• [WHAT YOU SHOULD DO] Each line from the one holding "Transcribe the names" to the end of the listing below must be given again exactly as it appears.

• [DATA SECTION]
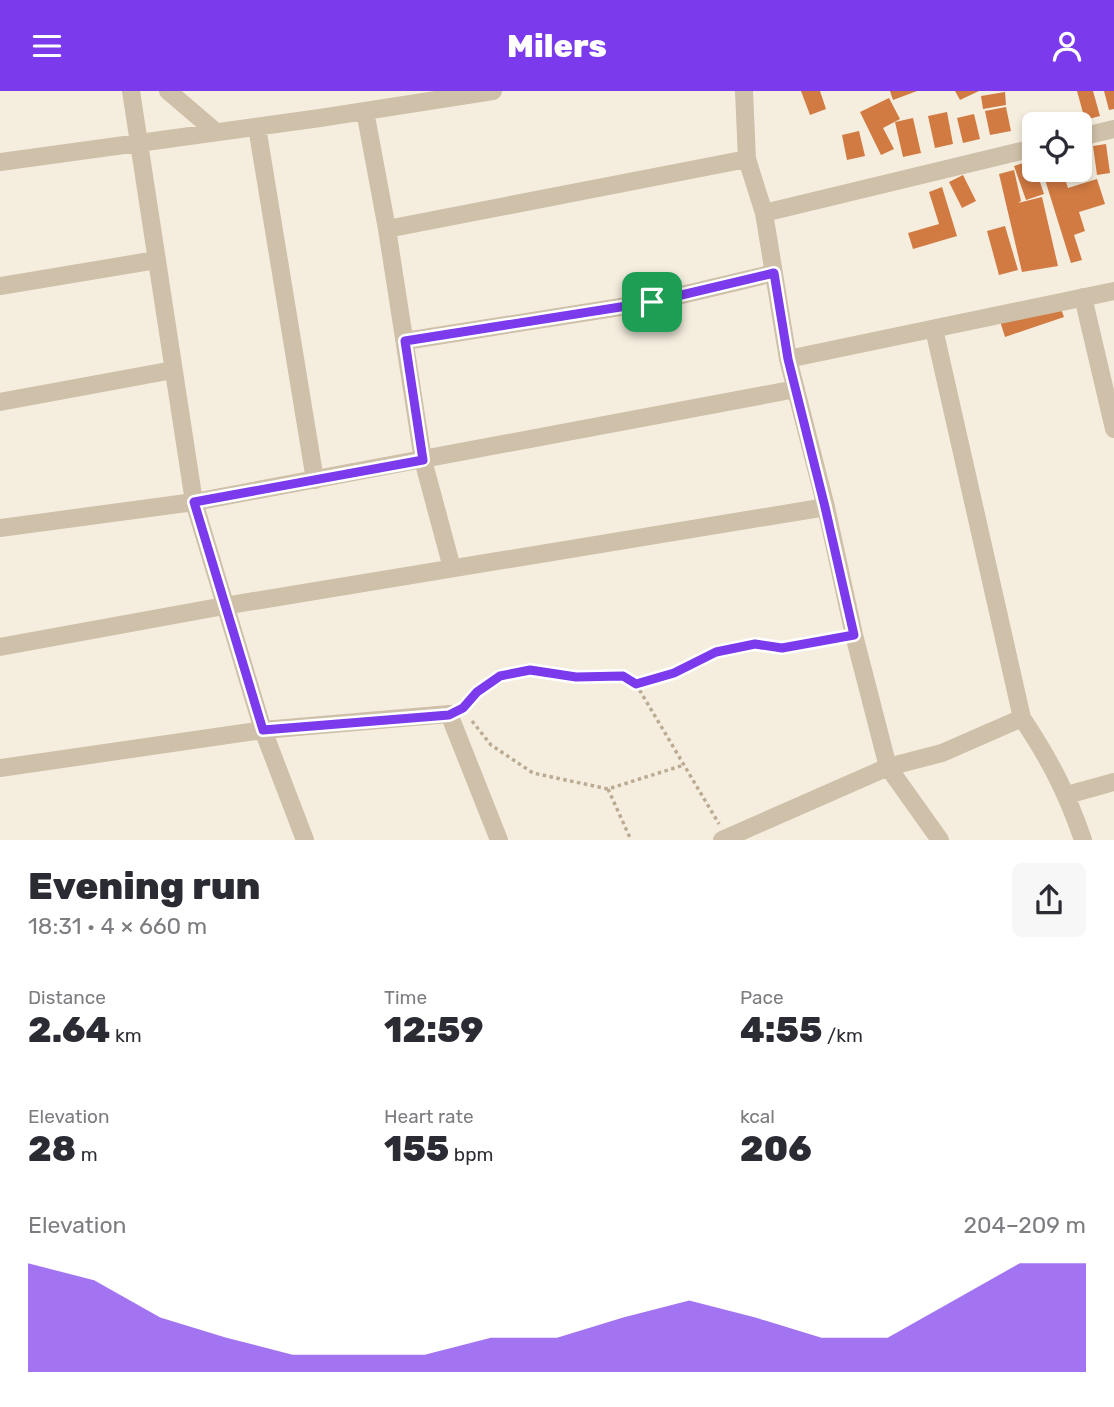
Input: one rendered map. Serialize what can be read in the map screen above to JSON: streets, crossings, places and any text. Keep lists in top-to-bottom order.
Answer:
{
  "page": {
    "header": "Milers",
    "heading": ["Evening run", "18:31 · 4 × 660 m"],
    "stats": [
      ["Distance", "2.64 km"],
      ["Time", "12:59"],
      ["Pace", "4:55 /km"],
      ["Elevation", "28 m"],
      ["Heart rate", "155 bpm"],
      ["kcal", "206"]
    ],
    "chart": ["Elevation", "204–209 m"]
  }
}
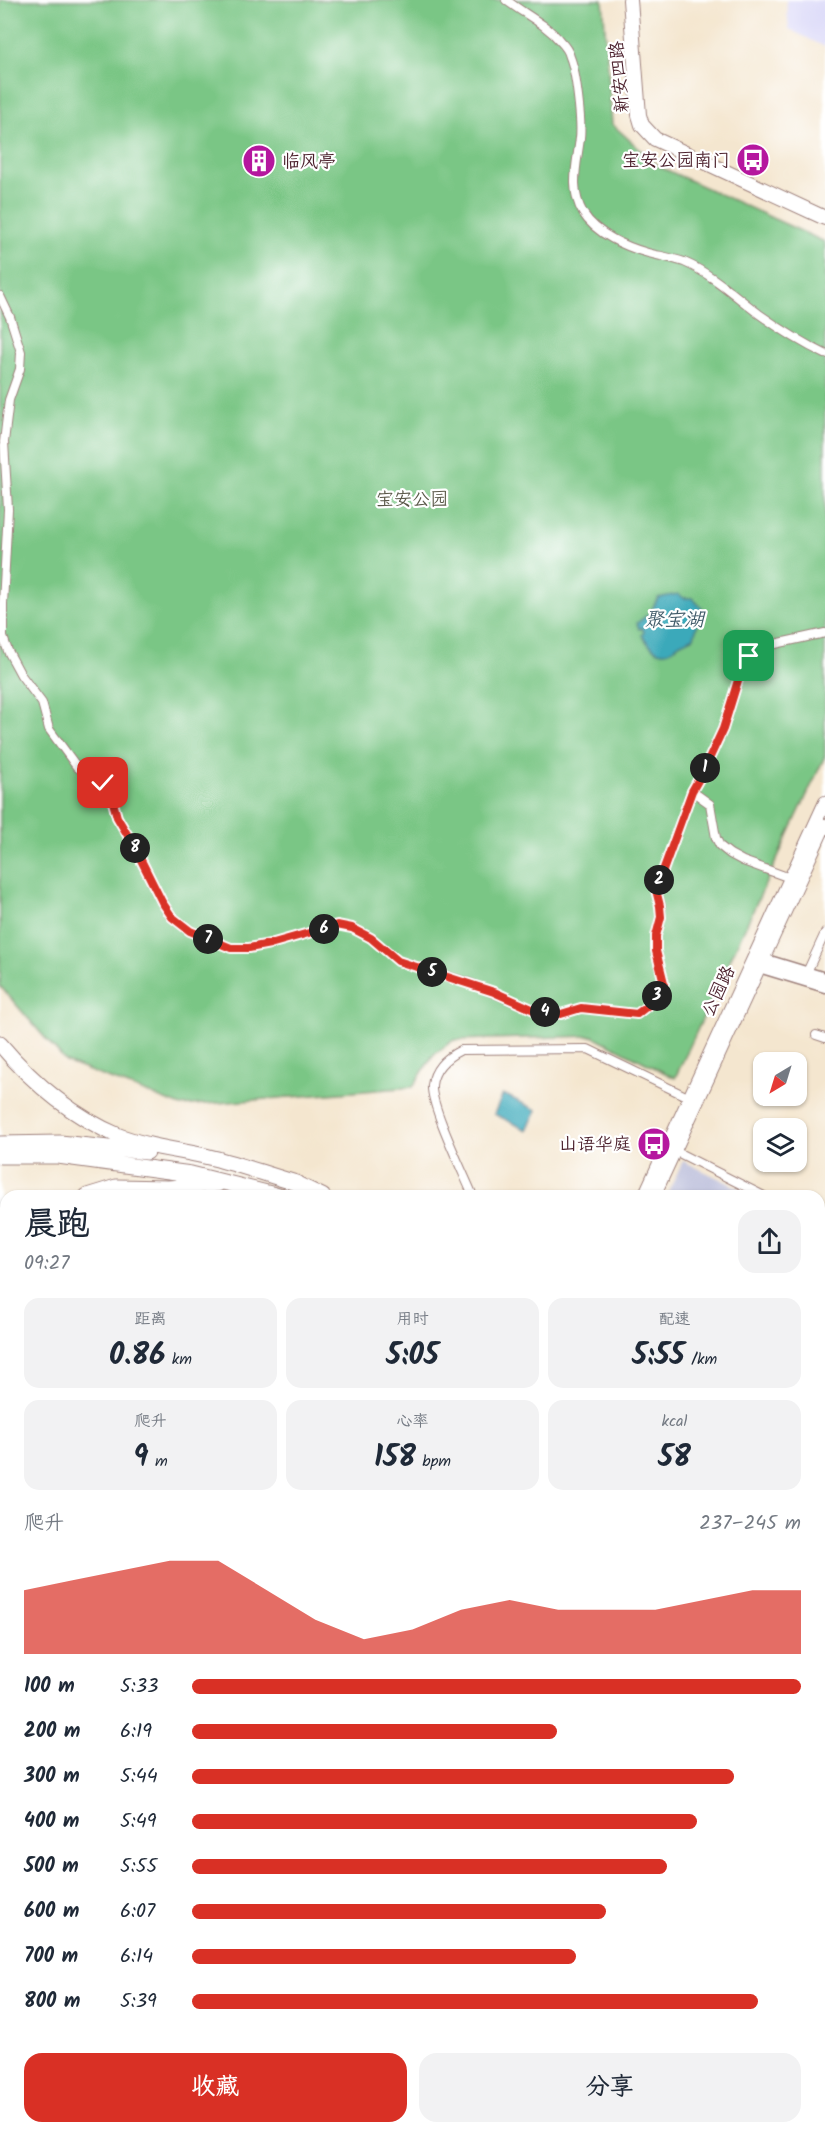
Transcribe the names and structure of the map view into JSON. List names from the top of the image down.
{
  "streets": {
    "main road": ["新安四路", "公园路"]
  },
  "water": ["聚宝湖"],
  "parks": ["宝安公园"],
  "places": {
    "bus stop": ["宝安公园南门", "山语华庭"],
    "building": ["临风亭"]
  },
  "north": "bottom left",
  "page": {
    "pins": [
      "1",
      "8",
      "2",
      "6",
      "7",
      "5",
      "3",
      "4"
    ],
    "heading": ["晨跑", "09:27"],
    "stats": [
      ["距离", "0.86 km"],
      ["用时", "5:05"],
      ["配速", "5:55 /km"],
      ["爬升", "9 m"],
      ["心率", "158 bpm"],
      ["kcal", "58"]
    ],
    "chart": ["爬升", "237–245 m"],
    "list": [
      {
        "name": "100 m",
        "note": "5:33"
      },
      {
        "name": "200 m",
        "note": "6:19"
      },
      {
        "name": "300 m",
        "note": "5:44"
      },
      {
        "name": "400 m",
        "note": "5:49"
      },
      {
        "name": "500 m",
        "note": "5:55"
      },
      {
        "name": "600 m",
        "note": "6:07"
      },
      {
        "name": "700 m",
        "note": "6:14"
      },
      {
        "name": "800 m",
        "note": "5:39"
      }
    ],
    "buttons": ["收藏", "分享"]
  }
}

• [RESULT FOR THIS TASK]
Transcribe the names and structure of the map view into JSON. List names from the top of the image down.
{
  "streets": {
    "main road": ["新安四路", "公园路"]
  },
  "water": ["聚宝湖"],
  "parks": ["宝安公园"],
  "places": {
    "bus stop": ["宝安公园南门", "山语华庭"],
    "building": ["临风亭"]
  },
  "north": "bottom left",
  "page": {
    "pins": [
      "1",
      "8",
      "2",
      "6",
      "7",
      "5",
      "3",
      "4"
    ],
    "heading": ["晨跑", "09:27"],
    "stats": [
      ["距离", "0.86 km"],
      ["用时", "5:05"],
      ["配速", "5:55 /km"],
      ["爬升", "9 m"],
      ["心率", "158 bpm"],
      ["kcal", "58"]
    ],
    "chart": ["爬升", "237–245 m"],
    "list": [
      {
        "name": "100 m",
        "note": "5:33"
      },
      {
        "name": "200 m",
        "note": "6:19"
      },
      {
        "name": "300 m",
        "note": "5:44"
      },
      {
        "name": "400 m",
        "note": "5:49"
      },
      {
        "name": "500 m",
        "note": "5:55"
      },
      {
        "name": "600 m",
        "note": "6:07"
      },
      {
        "name": "700 m",
        "note": "6:14"
      },
      {
        "name": "800 m",
        "note": "5:39"
      }
    ],
    "buttons": ["收藏", "分享"]
  }
}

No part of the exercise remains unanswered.